#### Source material ####

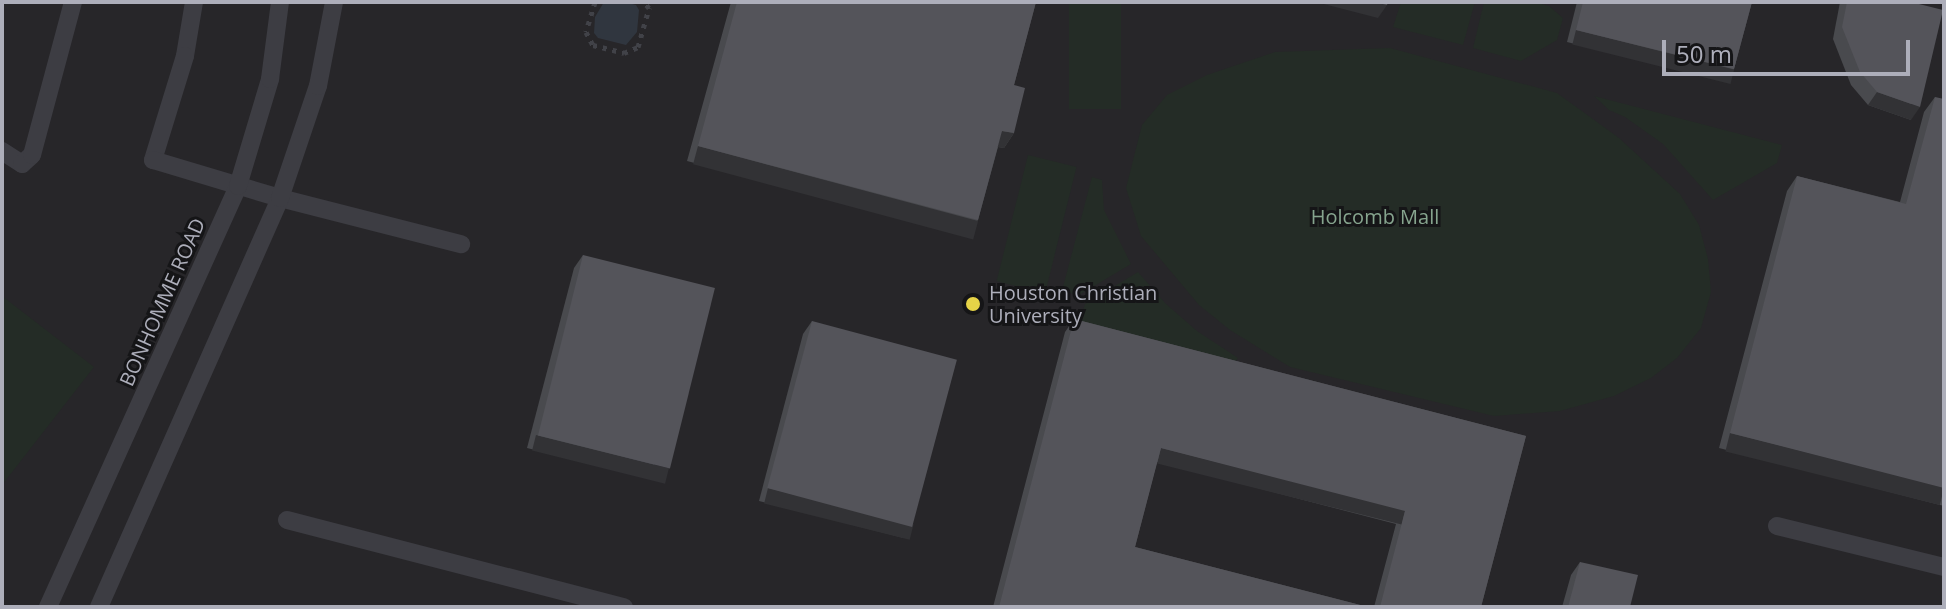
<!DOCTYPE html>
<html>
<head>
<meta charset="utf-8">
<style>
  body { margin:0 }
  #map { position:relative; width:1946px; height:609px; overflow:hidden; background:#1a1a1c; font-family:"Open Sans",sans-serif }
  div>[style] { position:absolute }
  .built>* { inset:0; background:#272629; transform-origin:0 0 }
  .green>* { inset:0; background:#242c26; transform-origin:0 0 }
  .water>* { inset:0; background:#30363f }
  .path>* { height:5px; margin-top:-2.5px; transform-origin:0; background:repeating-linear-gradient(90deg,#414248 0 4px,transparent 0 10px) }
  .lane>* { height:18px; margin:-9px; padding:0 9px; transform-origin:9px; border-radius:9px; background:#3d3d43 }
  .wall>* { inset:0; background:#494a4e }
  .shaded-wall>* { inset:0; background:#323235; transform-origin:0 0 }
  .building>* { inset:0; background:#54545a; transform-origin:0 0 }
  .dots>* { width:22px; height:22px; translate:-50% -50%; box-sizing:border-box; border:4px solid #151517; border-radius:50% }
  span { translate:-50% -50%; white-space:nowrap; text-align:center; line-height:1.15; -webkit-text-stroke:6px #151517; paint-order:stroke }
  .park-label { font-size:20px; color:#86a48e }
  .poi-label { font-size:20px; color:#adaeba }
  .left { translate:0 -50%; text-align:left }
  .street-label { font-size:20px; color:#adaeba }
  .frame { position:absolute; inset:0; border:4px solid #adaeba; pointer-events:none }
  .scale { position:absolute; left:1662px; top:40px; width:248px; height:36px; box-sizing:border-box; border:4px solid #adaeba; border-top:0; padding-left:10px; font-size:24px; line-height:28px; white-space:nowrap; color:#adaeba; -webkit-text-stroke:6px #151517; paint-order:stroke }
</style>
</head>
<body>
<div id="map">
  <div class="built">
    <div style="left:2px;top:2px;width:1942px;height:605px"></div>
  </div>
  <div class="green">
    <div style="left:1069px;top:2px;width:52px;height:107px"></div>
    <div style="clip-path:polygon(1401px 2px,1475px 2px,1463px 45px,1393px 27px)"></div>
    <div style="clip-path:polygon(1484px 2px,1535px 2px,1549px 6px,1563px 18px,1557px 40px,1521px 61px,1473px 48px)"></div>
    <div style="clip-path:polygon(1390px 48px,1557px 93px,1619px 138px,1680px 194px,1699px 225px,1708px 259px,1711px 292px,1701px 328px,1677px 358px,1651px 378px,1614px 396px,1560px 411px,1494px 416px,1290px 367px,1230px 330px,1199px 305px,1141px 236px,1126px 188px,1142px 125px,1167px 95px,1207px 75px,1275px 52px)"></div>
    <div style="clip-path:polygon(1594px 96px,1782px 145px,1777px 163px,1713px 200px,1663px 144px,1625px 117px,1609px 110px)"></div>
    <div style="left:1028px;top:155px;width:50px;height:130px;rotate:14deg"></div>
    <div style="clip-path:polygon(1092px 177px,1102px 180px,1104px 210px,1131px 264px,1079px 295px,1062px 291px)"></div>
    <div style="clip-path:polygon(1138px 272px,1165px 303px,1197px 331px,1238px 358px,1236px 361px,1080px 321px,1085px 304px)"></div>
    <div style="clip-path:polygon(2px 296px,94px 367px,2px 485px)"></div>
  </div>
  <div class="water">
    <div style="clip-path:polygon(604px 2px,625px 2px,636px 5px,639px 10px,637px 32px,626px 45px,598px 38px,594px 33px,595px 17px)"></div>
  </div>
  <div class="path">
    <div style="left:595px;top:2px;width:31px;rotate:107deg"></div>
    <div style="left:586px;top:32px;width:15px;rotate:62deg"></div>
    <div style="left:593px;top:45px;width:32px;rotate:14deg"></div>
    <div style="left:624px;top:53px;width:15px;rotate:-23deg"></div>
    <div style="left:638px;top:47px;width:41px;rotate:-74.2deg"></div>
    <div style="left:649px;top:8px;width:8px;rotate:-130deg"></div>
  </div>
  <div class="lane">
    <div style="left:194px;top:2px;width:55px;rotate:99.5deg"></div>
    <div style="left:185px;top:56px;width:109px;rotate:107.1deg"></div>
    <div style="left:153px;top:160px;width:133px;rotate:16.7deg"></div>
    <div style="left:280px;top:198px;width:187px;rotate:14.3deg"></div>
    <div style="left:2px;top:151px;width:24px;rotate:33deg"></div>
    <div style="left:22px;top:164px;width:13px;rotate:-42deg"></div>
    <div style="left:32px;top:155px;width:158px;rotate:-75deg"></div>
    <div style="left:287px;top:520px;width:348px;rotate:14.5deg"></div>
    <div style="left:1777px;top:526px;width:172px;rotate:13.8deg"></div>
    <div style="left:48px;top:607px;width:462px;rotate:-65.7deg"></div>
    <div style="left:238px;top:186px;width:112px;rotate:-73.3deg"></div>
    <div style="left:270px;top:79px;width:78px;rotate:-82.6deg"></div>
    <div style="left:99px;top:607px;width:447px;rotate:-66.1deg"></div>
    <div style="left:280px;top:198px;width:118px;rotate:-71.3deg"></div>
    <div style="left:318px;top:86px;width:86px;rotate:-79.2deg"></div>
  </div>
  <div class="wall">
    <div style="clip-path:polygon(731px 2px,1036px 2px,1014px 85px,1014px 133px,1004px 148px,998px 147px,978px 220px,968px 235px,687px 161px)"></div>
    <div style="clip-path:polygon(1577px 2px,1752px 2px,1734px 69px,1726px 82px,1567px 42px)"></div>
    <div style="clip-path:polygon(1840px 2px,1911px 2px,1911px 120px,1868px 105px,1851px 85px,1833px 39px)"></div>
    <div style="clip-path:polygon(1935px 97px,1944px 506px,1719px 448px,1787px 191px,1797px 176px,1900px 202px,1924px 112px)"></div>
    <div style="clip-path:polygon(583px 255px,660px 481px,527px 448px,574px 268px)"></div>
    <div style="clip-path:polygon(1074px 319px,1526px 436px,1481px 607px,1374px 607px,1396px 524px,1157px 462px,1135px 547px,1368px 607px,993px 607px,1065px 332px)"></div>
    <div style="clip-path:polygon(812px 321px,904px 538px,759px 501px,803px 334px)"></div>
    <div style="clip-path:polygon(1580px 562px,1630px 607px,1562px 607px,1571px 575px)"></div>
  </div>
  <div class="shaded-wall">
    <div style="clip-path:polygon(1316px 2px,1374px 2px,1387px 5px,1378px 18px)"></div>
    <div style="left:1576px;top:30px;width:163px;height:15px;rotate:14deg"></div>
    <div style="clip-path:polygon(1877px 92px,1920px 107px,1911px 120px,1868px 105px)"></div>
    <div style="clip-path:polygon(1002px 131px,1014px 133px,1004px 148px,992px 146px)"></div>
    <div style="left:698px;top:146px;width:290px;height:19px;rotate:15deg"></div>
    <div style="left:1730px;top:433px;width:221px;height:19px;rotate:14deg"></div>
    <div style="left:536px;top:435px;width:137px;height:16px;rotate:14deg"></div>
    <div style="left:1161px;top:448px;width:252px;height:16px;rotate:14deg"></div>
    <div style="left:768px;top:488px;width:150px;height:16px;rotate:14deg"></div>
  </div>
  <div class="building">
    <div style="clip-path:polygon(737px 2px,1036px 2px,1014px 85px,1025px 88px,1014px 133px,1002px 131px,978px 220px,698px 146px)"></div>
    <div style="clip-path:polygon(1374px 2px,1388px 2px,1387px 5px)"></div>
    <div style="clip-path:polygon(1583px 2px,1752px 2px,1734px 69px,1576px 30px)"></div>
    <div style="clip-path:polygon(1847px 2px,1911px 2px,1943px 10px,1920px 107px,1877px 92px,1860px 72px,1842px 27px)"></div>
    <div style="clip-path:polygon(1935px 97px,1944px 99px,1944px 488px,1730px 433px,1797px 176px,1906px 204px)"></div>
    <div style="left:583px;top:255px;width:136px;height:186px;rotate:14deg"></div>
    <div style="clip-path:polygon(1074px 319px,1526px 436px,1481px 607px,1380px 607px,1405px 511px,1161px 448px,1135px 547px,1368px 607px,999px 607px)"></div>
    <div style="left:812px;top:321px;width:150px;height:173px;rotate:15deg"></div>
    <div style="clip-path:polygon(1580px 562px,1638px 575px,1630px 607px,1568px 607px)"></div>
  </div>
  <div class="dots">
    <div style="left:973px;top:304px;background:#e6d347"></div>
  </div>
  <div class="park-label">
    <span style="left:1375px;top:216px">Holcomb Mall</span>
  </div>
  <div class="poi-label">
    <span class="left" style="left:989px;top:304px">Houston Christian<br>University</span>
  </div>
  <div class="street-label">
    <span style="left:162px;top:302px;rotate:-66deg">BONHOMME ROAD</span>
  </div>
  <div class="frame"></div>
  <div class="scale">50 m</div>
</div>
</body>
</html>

####

Work required - Output exactly the lines from the first line of the records through the line containing "inset:0; background:#272629; transform-origin:0". Leave out every picture.

Response for this exercise -
<!DOCTYPE html>
<html>
<head>
<meta charset="utf-8">
<style>
  body { margin:0 }
  #map { position:relative; width:1946px; height:609px; overflow:hidden; background:#1a1a1c; font-family:"Open Sans",sans-serif }
  div>[style] { position:absolute }
  .built>* { inset:0; background:#272629; transform-origin:0 0 }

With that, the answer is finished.